• **Work order**
Using the data below, show every line where the word "origin" occurs.

• **Given information**
________________________________________
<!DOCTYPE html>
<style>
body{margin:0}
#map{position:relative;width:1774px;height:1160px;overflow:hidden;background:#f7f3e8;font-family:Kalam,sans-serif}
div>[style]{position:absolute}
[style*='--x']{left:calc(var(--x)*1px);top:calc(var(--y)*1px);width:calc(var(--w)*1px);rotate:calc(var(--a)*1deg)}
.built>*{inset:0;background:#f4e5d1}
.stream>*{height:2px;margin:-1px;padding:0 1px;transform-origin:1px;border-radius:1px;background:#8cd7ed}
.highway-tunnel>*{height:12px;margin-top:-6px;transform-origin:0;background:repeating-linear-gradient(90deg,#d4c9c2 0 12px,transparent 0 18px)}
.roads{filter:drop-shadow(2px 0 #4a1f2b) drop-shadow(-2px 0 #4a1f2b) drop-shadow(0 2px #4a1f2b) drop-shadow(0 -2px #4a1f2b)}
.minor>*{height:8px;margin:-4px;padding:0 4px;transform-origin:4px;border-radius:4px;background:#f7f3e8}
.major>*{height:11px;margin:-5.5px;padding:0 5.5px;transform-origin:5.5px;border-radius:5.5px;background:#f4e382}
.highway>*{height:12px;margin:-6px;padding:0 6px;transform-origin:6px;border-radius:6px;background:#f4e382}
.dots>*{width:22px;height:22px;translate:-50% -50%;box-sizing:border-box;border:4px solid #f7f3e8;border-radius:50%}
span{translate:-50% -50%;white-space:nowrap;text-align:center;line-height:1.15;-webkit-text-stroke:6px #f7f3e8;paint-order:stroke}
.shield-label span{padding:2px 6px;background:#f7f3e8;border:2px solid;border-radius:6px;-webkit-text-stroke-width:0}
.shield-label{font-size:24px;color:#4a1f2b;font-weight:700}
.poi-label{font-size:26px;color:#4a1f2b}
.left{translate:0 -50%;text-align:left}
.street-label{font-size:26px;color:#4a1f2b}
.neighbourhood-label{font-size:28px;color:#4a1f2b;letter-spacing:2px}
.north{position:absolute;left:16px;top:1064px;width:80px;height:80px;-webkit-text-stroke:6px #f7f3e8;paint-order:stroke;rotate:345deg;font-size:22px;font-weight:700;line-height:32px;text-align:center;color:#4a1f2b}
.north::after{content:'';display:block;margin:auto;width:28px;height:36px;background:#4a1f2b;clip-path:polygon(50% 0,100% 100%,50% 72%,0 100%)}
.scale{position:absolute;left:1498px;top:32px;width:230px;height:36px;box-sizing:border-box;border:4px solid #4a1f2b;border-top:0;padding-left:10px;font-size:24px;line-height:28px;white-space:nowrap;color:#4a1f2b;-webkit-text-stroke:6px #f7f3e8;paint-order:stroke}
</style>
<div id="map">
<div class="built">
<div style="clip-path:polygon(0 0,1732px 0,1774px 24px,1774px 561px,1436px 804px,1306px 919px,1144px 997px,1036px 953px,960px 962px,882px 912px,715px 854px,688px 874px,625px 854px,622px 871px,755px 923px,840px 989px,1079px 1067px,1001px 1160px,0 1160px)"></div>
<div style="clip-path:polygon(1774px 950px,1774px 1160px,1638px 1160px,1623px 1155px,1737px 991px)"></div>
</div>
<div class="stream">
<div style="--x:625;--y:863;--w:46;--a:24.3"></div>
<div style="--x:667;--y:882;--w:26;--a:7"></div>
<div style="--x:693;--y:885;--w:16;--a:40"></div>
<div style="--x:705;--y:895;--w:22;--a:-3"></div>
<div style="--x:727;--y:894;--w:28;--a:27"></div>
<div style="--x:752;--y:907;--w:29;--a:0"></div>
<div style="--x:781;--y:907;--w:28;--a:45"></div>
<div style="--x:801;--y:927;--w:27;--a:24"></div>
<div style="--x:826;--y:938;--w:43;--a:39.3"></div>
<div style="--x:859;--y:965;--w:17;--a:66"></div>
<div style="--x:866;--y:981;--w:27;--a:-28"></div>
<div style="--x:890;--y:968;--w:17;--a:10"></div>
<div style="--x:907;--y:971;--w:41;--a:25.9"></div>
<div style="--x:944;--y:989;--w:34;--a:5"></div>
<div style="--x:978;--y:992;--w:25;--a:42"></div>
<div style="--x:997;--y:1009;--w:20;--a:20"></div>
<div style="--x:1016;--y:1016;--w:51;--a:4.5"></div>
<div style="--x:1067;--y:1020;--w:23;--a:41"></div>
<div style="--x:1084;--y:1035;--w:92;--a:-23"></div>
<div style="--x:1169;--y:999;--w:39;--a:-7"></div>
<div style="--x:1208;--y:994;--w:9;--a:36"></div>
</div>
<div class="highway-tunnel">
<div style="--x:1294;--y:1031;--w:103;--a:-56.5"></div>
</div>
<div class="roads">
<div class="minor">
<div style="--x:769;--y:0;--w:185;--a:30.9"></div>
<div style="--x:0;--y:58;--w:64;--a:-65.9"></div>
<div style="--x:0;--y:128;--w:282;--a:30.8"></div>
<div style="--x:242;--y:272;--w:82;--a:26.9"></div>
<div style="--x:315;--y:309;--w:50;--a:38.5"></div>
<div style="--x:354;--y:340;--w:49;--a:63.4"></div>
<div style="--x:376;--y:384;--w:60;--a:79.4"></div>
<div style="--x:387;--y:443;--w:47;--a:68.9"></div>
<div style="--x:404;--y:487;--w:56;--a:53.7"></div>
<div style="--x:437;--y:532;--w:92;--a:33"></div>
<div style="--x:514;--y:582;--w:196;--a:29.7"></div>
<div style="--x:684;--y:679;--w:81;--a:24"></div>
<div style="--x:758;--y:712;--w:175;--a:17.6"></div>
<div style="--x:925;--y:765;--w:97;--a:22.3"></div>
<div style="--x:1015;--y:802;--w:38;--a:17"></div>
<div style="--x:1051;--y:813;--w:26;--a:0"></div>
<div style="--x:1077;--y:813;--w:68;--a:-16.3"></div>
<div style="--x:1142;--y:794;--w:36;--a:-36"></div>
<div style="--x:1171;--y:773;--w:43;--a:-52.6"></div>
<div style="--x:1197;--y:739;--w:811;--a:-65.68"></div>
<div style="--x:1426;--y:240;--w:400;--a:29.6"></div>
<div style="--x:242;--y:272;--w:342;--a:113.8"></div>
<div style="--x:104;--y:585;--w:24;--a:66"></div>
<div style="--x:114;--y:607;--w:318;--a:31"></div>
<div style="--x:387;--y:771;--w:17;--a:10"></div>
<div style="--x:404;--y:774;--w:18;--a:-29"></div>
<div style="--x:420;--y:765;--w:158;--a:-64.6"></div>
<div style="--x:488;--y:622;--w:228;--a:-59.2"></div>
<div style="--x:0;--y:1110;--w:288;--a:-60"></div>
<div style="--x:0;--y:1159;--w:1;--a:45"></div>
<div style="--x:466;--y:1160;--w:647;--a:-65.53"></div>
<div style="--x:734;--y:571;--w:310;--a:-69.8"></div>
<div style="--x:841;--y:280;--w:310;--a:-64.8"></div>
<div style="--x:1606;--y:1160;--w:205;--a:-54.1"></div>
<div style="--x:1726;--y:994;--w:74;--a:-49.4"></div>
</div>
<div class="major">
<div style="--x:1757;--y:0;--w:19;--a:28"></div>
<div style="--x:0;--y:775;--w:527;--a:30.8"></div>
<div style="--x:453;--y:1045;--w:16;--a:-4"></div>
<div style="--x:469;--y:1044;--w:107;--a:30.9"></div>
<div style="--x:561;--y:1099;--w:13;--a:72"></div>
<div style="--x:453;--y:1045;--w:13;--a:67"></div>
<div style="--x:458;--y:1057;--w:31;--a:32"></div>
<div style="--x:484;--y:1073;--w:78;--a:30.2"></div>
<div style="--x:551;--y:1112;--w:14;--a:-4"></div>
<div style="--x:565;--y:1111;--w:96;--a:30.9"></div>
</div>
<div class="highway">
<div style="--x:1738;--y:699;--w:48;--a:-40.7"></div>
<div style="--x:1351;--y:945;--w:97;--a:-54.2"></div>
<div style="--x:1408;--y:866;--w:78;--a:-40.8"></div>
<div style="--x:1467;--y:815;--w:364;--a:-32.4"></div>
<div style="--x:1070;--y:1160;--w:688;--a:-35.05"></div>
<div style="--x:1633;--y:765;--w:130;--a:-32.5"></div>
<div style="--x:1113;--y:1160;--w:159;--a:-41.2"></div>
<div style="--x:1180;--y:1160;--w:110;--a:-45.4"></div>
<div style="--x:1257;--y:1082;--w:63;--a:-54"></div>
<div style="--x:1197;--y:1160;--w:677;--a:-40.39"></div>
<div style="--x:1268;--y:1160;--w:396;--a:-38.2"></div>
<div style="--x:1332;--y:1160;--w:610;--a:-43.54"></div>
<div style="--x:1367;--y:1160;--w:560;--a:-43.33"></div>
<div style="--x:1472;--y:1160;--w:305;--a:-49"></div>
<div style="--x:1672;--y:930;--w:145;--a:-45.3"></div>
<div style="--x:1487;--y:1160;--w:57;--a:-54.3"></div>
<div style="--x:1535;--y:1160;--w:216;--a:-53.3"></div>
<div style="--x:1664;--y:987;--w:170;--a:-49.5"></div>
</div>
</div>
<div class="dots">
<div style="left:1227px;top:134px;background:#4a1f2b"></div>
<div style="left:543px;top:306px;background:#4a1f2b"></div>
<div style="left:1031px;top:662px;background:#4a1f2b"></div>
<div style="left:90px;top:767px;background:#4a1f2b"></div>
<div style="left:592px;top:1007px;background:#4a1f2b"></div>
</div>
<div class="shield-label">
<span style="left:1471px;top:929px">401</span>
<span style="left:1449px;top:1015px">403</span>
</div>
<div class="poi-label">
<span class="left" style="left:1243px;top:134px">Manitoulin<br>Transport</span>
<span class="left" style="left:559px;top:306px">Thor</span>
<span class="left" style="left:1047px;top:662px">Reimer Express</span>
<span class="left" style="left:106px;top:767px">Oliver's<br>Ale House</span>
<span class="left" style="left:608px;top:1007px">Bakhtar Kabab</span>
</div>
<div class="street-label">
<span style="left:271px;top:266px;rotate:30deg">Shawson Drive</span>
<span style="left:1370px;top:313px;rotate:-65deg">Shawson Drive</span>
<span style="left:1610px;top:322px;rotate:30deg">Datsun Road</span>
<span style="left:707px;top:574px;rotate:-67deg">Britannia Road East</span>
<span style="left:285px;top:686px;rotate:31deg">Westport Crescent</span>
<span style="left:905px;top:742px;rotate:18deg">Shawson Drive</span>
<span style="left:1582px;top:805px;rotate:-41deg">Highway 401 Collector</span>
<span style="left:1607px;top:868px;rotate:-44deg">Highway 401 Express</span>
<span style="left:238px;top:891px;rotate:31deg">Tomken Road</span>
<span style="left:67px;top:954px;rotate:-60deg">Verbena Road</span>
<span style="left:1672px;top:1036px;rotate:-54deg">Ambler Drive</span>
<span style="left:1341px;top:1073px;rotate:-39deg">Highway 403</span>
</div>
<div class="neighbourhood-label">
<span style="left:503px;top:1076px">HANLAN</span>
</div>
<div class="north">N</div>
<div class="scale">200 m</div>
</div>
________________________________________
• **Written solution**
.stream>*{height:2px;margin:-1px;padding:0 1px;transform-origin:1px;border-radius:1px;background:#8cd7ed}
.highway-tunnel>*{height:12px;margin-top:-6px;transform-origin:0;background:repeating-linear-gradient(90deg,#d4c9c2 0 12px,transparent 0 18px)}
.minor>*{height:8px;margin:-4px;padding:0 4px;transform-origin:4px;border-radius:4px;background:#f7f3e8}
.major>*{height:11px;margin:-5.5px;padding:0 5.5px;transform-origin:5.5px;border-radius:5.5px;background:#f4e382}
.highway>*{height:12px;margin:-6px;padding:0 6px;transform-origin:6px;border-radius:6px;background:#f4e382}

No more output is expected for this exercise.